“Out of Rosenheim” made him famous: cult director Percy Adlon is dead

As the family confirmed on Monday, Adlon died peacefully last Sunday surrounded by his family in Los Angeles, California. Adlon made film history almost 40 years ago with the bizarre comedy “Out of Rosenheim” (1987). In the film, a buxom Marianne Sägebrecht wearing a traditional hat pulled a suitcase through the American desert in a Californian town and met a young black motel owner – the beginning of a touching female friendship. Under the title “Baghdad Café”, the film was a global success and was showered with awards.

Two years earlier, Adlon had already made the film “Sugar Baby” with his voluptuous leading actress, whom he once described as an “Alpine version of Marlene Dietrich.” In it, the native Bavarian played a lonely employee of a funeral home who falls in love with the voice of a subway driver.

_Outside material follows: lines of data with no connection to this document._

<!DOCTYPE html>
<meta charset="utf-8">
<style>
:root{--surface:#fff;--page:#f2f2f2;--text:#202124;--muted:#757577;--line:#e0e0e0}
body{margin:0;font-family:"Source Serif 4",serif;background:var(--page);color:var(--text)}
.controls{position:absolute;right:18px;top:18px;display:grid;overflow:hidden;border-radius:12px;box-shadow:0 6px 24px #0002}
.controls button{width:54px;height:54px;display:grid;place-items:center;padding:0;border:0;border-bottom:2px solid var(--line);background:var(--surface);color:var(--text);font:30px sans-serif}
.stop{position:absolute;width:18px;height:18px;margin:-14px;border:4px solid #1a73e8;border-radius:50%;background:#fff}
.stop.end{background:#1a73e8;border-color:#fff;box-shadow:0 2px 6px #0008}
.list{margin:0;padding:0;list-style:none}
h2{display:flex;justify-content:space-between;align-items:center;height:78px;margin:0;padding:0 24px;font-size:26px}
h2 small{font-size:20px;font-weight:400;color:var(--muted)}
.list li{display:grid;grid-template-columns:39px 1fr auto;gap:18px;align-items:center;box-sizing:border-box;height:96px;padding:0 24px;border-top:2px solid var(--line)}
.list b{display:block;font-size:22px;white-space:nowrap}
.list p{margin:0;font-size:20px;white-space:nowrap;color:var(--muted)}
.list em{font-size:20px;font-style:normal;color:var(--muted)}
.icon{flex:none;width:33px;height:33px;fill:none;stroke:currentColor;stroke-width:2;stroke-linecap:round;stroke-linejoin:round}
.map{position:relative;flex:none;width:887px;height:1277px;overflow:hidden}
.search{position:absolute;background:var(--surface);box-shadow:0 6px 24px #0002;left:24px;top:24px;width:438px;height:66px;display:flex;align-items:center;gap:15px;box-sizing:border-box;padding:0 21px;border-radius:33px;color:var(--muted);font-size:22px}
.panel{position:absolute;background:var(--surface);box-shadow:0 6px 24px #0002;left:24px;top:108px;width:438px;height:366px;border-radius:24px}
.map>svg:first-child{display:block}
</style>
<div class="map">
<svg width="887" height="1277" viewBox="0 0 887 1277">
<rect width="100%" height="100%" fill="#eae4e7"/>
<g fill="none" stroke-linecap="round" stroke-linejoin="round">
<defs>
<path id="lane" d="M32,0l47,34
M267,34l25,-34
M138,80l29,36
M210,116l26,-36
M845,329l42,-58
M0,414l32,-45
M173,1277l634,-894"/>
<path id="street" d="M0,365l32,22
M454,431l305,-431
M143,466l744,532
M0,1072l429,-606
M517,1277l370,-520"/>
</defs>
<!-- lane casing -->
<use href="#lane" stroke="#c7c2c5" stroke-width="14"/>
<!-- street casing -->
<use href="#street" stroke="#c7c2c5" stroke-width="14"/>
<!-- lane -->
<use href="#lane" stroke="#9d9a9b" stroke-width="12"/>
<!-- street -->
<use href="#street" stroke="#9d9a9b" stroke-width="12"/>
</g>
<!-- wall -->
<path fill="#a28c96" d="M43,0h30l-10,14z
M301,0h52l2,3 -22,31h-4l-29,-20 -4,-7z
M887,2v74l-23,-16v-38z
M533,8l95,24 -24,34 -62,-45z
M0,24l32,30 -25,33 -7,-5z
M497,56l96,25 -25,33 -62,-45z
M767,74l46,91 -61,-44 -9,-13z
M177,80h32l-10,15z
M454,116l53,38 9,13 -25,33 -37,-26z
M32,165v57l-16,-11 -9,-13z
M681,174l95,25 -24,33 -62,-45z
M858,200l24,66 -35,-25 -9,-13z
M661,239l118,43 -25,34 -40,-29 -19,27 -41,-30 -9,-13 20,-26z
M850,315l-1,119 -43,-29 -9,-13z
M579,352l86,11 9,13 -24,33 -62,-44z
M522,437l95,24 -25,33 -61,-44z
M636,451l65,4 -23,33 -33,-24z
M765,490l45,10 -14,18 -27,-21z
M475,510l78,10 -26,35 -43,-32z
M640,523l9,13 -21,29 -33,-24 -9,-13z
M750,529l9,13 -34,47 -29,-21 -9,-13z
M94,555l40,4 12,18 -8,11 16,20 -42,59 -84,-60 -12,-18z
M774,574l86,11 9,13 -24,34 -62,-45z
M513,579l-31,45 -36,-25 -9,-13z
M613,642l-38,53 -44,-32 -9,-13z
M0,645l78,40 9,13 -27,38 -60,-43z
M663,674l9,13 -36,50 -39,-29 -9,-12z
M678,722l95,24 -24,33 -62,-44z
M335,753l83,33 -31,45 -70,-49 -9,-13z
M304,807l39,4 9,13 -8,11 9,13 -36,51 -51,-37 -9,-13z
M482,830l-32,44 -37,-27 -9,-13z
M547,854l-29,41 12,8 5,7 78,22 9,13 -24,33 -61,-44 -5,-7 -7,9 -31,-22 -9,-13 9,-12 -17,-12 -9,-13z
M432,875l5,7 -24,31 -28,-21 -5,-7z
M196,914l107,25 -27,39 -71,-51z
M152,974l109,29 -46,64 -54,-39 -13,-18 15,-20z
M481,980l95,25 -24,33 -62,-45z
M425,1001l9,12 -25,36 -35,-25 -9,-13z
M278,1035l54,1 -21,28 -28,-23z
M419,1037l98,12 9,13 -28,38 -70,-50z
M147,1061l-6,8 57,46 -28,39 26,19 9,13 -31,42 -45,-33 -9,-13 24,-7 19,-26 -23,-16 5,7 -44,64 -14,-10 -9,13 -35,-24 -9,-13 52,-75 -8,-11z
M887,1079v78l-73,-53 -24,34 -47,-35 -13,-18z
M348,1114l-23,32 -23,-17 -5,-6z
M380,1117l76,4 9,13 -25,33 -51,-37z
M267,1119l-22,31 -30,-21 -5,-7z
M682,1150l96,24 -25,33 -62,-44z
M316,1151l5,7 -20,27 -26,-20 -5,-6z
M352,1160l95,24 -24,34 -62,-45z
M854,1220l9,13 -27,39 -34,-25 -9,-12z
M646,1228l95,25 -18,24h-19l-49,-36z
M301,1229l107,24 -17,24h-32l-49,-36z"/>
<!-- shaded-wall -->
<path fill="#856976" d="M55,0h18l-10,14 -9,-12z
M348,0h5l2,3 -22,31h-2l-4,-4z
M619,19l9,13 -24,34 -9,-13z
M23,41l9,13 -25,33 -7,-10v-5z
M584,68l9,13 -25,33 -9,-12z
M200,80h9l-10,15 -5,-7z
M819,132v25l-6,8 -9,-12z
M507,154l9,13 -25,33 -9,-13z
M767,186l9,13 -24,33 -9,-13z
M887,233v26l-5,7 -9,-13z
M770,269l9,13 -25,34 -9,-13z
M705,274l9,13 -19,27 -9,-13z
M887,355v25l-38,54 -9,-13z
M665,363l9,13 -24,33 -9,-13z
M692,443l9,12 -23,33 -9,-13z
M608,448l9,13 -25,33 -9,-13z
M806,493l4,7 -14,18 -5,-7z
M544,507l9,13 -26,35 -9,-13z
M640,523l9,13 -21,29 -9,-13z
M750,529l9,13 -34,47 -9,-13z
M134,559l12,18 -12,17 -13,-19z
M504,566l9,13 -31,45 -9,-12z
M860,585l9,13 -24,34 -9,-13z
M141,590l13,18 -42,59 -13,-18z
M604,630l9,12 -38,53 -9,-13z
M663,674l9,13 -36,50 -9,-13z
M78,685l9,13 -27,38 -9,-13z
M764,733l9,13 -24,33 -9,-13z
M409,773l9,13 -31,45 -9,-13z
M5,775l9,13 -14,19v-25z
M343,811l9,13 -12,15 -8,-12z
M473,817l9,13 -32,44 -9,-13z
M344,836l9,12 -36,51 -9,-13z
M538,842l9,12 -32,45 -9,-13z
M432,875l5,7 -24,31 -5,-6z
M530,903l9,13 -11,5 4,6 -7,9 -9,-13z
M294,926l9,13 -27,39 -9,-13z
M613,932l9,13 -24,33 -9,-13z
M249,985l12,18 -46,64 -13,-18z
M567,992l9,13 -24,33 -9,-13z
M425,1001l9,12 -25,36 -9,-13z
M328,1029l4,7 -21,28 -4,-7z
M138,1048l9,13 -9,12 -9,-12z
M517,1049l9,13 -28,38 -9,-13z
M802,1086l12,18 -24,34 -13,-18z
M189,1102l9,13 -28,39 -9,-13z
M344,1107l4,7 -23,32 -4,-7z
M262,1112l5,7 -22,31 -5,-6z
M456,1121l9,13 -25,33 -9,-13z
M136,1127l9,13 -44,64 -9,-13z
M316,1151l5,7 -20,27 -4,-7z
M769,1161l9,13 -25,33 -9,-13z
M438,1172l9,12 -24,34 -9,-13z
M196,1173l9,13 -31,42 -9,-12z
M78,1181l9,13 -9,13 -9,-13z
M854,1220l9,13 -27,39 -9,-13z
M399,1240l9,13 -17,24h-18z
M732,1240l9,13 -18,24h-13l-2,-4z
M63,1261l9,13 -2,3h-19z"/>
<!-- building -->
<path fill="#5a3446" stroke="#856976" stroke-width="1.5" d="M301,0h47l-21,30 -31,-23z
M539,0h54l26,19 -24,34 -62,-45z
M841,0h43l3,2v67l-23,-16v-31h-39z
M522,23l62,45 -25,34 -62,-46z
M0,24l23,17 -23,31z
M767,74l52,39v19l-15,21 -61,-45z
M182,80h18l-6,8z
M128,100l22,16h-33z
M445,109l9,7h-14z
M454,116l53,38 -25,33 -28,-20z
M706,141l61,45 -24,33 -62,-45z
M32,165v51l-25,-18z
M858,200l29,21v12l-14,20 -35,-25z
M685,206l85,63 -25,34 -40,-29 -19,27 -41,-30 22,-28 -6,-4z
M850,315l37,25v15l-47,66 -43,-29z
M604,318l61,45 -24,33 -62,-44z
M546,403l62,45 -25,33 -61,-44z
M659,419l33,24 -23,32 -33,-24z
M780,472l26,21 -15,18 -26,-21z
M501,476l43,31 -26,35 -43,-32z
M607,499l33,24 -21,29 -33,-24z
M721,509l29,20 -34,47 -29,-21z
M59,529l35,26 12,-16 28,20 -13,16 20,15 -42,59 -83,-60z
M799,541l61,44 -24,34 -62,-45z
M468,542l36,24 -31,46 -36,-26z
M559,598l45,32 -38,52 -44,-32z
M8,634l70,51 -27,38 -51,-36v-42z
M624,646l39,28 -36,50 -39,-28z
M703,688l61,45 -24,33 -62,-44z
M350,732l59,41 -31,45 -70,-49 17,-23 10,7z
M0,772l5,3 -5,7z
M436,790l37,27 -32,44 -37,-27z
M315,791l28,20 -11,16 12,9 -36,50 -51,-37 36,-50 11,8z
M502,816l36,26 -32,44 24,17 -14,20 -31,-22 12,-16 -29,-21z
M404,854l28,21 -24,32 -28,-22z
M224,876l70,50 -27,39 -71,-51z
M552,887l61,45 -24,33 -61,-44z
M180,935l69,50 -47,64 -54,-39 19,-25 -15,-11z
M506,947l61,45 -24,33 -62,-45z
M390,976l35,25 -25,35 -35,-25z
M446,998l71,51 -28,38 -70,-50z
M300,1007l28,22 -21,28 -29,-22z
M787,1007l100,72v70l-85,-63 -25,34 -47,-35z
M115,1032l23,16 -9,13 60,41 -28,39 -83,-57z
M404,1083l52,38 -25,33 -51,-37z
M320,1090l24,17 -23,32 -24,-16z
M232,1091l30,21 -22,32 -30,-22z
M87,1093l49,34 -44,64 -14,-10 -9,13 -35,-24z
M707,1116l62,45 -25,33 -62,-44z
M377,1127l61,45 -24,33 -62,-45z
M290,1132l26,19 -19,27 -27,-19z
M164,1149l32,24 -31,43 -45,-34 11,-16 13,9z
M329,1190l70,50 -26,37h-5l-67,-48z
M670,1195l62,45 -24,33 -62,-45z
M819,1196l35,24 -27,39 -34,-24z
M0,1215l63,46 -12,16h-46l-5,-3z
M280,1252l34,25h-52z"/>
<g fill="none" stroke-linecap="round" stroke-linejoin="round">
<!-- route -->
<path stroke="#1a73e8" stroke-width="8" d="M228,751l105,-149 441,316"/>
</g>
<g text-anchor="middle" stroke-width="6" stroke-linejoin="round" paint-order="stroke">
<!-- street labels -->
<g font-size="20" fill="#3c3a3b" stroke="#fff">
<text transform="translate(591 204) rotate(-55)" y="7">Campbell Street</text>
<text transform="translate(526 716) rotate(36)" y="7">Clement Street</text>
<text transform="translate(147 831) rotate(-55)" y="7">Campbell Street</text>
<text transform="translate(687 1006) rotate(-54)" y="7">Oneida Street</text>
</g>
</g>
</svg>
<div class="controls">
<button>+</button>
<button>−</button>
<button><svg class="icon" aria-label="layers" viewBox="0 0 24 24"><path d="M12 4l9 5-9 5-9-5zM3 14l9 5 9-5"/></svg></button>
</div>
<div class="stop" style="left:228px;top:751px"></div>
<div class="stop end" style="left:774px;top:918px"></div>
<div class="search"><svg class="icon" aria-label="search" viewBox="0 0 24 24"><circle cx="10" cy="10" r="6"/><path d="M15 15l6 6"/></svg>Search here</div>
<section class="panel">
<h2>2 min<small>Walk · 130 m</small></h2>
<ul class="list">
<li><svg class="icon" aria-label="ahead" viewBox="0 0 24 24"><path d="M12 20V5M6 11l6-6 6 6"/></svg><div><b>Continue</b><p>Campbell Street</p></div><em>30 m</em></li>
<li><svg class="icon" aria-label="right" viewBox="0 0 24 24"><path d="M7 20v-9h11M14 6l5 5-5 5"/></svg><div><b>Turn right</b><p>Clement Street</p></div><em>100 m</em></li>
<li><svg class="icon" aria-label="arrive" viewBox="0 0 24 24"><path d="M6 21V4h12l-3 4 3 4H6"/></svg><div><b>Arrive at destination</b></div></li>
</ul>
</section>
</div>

Shortly after his success with “Out of Rosenheim”, Adlon took the film title seriously and moved far away from Upper Bavaria. At the end of the 1980s he moved to Los Angeles. “I came here and stayed – like Jasmine from the Bagdad Café,” he once wrote.

“I’d rather remain this little fish”

In the USA, Percy Adlon liked to shoot without the big Hollywood studios. Although he briefly dreamed of a career in the film metropolis, he quickly realized that he was far too stubborn for it, he once said. “I want to control my own budget. I’d rather remain that little fish that all the big fish in Hollywood think, ‘You’re not even plankton for us’.”

In addition to feature films, Adlon made around 150 documentaries in his career. In 2002 he also made his debut as an opera director with the production of Gaetano Donizetti’s “Liebestrank” in Berlin. A few years later he brought “Out of Rosenheim” to the stage as a musical. The piece premiered in Barcelona and then went on tour. However, Adlon did not come close to the success of his internationally acclaimed film.

“A proud Bavarian in Hollywood”

Bavaria’s Art Minister Markus Blume (CSU) praised Adlon on Monday as a “free spirit, cult director and proud Bavarian in Hollywood.” Adlon brought Bavaria’s cultural heritage to the international stage with films like “Out of Rosenheim” and “Zuckerbaby”. According to Blume, Adlon was also significantly involved in the design of the anniversary exhibition on the occasion of the 100th birthday of the sculptor Fritz Koenig (1924-201) in Landshut. Blume said he was touched and impressed by Adlon’s passion and inventiveness at the anniversary exhibition. The Free State is deeply grateful to Percy Adlon for his life’s work and his commitment to his Bavarian homeland.